» What is needed
Look through the material below and count the lines with the string "picture". Report only the count.

» Given entries
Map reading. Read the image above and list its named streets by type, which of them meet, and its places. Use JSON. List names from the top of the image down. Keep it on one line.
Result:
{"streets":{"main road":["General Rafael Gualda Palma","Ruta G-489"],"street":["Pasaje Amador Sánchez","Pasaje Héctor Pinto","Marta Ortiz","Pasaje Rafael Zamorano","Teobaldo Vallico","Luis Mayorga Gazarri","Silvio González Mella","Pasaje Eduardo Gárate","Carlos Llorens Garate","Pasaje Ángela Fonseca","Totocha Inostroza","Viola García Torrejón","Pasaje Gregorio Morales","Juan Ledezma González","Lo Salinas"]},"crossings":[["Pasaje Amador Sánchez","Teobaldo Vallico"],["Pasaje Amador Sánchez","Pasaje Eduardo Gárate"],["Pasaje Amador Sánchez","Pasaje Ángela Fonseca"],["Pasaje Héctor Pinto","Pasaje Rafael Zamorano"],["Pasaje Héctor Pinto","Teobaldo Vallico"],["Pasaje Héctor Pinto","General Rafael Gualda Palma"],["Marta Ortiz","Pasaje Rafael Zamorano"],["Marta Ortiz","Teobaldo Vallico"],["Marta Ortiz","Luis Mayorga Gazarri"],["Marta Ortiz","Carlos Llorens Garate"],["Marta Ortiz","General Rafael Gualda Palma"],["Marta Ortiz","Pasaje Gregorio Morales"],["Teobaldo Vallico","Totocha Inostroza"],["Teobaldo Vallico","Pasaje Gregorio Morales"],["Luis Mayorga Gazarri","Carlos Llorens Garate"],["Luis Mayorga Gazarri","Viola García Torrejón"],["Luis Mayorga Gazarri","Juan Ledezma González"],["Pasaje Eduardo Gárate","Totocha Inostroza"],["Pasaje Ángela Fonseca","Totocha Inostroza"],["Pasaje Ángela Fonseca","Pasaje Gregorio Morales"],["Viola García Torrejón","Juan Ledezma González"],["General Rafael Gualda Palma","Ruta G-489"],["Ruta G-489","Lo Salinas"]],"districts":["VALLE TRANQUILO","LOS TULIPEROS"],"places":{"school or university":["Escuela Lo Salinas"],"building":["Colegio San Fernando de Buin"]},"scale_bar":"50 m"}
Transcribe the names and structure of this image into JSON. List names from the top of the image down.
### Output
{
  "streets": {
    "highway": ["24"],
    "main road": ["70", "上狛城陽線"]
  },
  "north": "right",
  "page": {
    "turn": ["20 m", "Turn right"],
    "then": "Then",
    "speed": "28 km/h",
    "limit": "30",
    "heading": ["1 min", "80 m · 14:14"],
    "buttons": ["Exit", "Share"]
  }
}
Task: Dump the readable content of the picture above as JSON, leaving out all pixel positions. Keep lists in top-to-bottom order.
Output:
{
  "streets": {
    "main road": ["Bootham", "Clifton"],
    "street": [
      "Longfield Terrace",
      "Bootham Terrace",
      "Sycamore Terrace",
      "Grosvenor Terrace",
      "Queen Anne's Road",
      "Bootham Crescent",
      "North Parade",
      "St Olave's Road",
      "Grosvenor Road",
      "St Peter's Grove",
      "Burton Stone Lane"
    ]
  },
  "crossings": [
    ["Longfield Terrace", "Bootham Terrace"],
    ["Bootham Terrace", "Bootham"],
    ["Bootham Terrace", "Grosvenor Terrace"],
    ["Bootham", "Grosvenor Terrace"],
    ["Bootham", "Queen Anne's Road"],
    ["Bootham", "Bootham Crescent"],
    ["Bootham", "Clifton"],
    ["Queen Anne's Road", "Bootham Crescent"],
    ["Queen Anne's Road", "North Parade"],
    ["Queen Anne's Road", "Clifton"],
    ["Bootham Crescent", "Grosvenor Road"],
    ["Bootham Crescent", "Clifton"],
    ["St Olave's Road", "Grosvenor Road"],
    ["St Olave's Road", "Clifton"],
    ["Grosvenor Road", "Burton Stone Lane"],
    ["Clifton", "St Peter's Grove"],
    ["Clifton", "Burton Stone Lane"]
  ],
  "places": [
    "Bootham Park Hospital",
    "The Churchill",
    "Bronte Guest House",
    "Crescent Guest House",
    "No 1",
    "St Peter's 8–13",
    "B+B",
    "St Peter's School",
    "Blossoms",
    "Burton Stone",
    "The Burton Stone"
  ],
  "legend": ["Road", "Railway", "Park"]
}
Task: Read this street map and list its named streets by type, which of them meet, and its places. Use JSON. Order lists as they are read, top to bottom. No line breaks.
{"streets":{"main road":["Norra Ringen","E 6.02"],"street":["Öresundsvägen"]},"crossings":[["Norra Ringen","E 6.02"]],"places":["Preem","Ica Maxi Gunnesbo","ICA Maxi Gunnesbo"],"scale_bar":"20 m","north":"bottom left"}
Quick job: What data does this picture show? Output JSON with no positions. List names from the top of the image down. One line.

» Exercise output
2